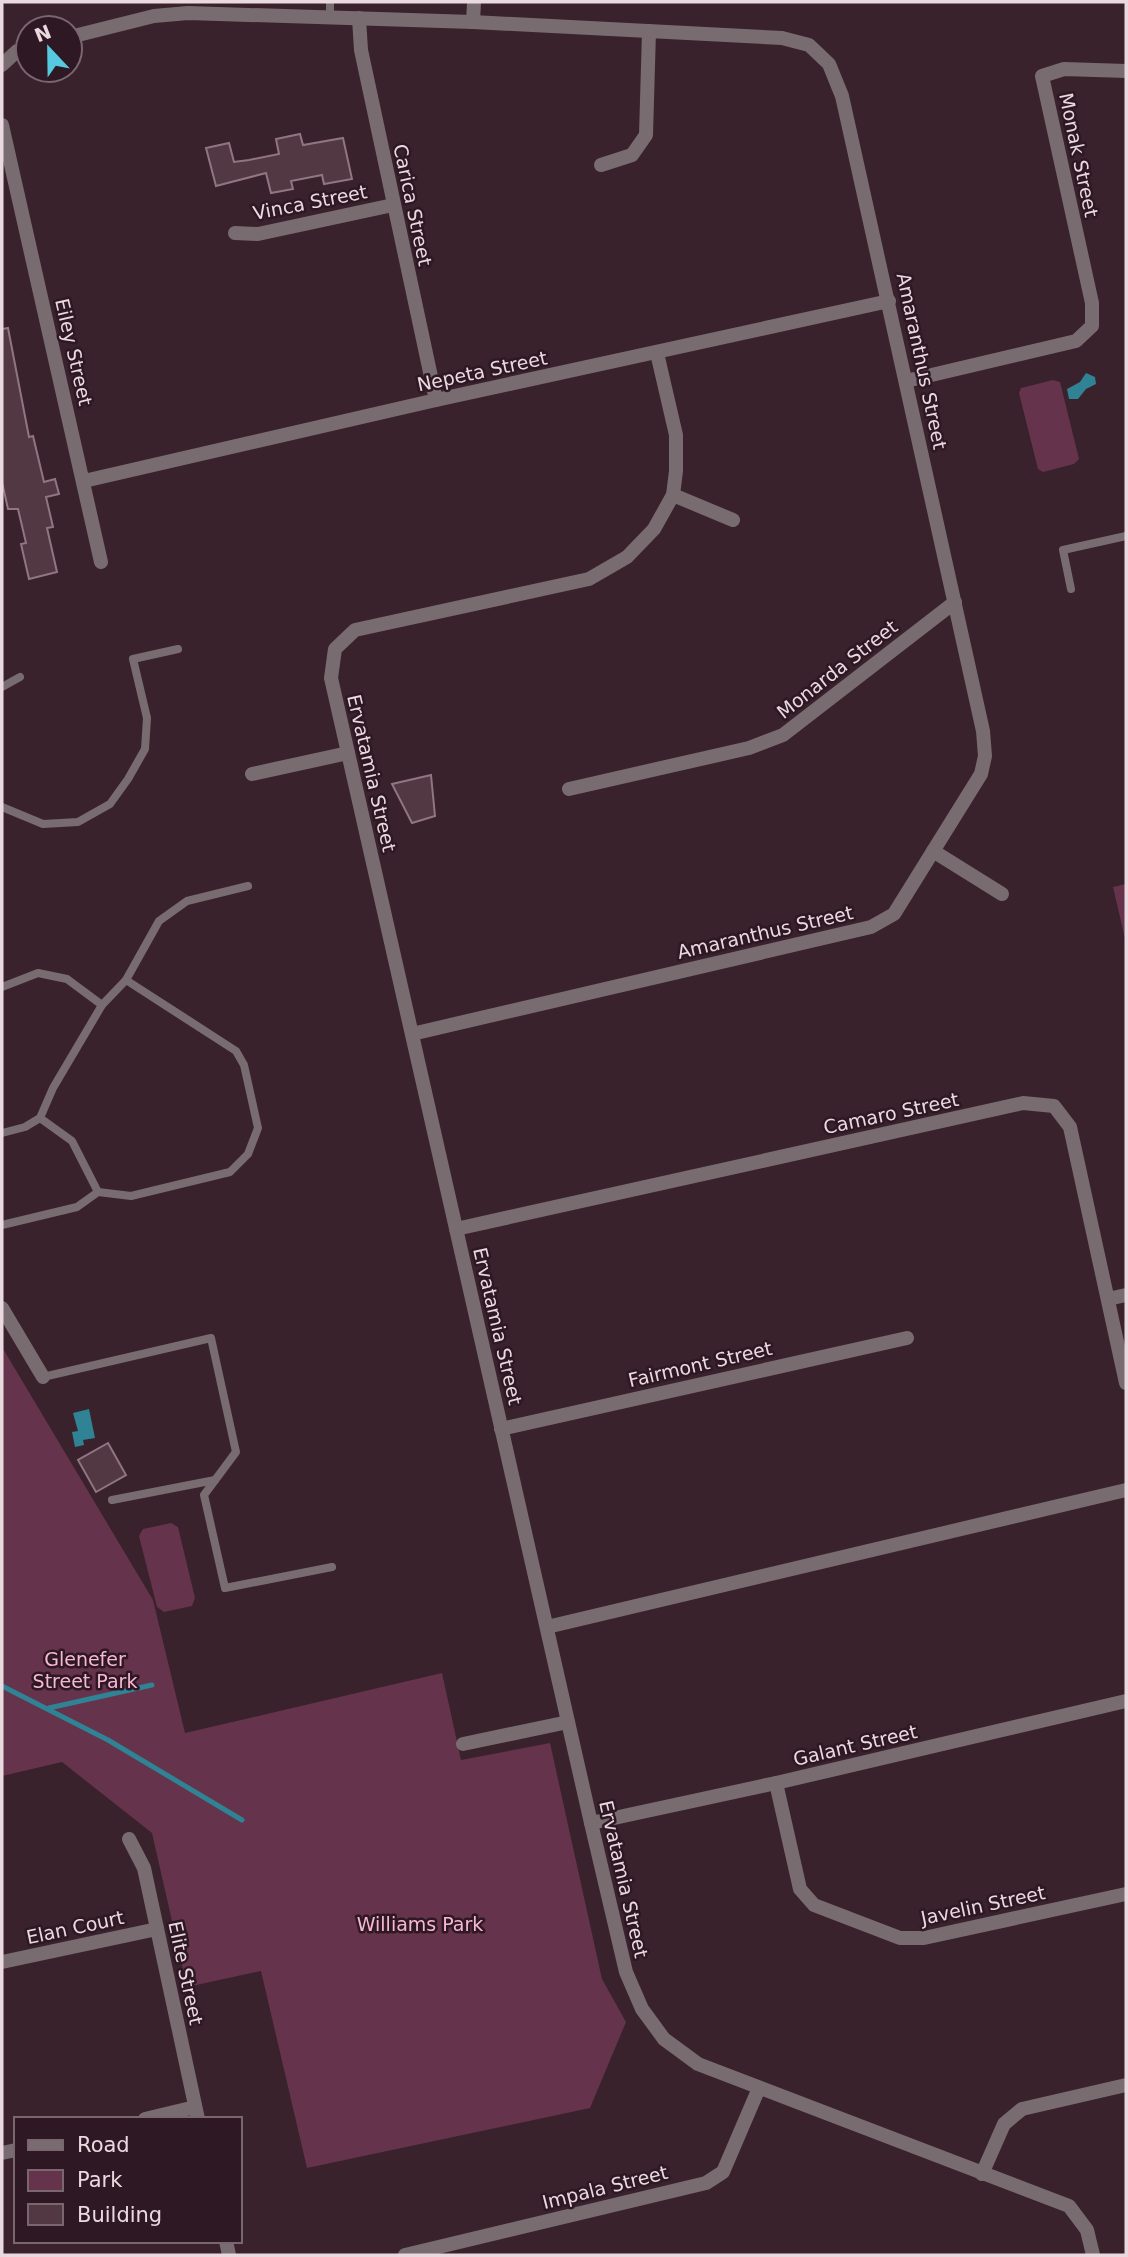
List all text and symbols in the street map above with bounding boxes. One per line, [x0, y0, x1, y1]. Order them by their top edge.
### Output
.....
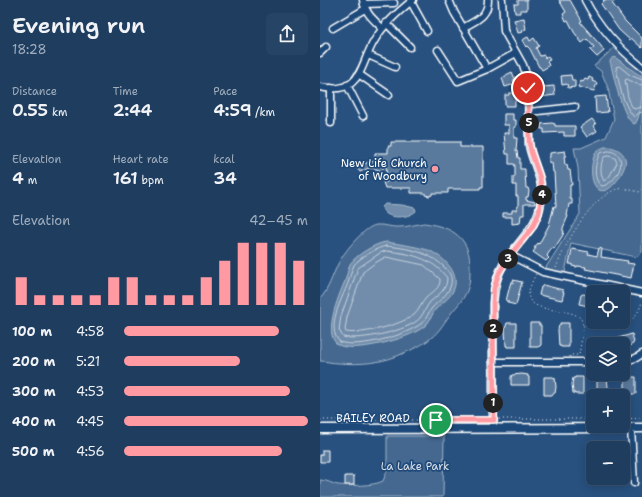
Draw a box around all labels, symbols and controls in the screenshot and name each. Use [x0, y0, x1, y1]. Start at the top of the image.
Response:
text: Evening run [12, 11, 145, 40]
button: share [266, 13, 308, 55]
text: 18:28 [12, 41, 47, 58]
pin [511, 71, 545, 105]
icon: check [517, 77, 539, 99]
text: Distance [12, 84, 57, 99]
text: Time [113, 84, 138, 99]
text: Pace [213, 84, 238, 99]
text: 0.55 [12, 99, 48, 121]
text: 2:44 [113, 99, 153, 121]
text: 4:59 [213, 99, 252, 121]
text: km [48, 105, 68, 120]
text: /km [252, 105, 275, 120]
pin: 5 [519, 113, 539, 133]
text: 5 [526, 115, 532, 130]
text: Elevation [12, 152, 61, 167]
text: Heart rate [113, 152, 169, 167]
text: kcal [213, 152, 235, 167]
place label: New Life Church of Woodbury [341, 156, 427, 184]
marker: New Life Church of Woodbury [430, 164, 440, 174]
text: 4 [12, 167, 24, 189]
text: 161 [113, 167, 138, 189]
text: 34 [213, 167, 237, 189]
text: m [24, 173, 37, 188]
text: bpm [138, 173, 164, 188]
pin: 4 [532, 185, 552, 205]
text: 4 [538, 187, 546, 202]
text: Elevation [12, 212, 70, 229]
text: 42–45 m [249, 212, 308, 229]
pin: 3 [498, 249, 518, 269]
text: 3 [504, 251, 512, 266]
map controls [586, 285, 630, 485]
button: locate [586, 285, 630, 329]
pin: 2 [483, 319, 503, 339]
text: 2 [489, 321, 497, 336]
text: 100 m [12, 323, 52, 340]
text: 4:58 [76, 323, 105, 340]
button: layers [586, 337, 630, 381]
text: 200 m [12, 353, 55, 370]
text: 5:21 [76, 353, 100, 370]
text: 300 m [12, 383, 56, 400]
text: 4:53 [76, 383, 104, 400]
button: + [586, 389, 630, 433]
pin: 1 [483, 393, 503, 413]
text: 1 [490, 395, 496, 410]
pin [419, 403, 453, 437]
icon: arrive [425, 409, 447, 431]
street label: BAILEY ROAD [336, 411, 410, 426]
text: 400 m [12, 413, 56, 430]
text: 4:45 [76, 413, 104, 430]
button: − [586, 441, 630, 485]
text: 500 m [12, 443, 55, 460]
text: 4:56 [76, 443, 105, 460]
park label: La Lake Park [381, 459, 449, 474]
.....
_Activity_
Copy whichever lines in the listing above hold "symbols".

_Finished task_
List all text and symbols in the street map above with bounding boxes. One per line, [x0, y0, x1, y1]. Order them by their top edge.
Draw a box around all labels, symbols and controls in the screenshot and name each. Use [x0, y0, x1, y1]. Start at the top of the image.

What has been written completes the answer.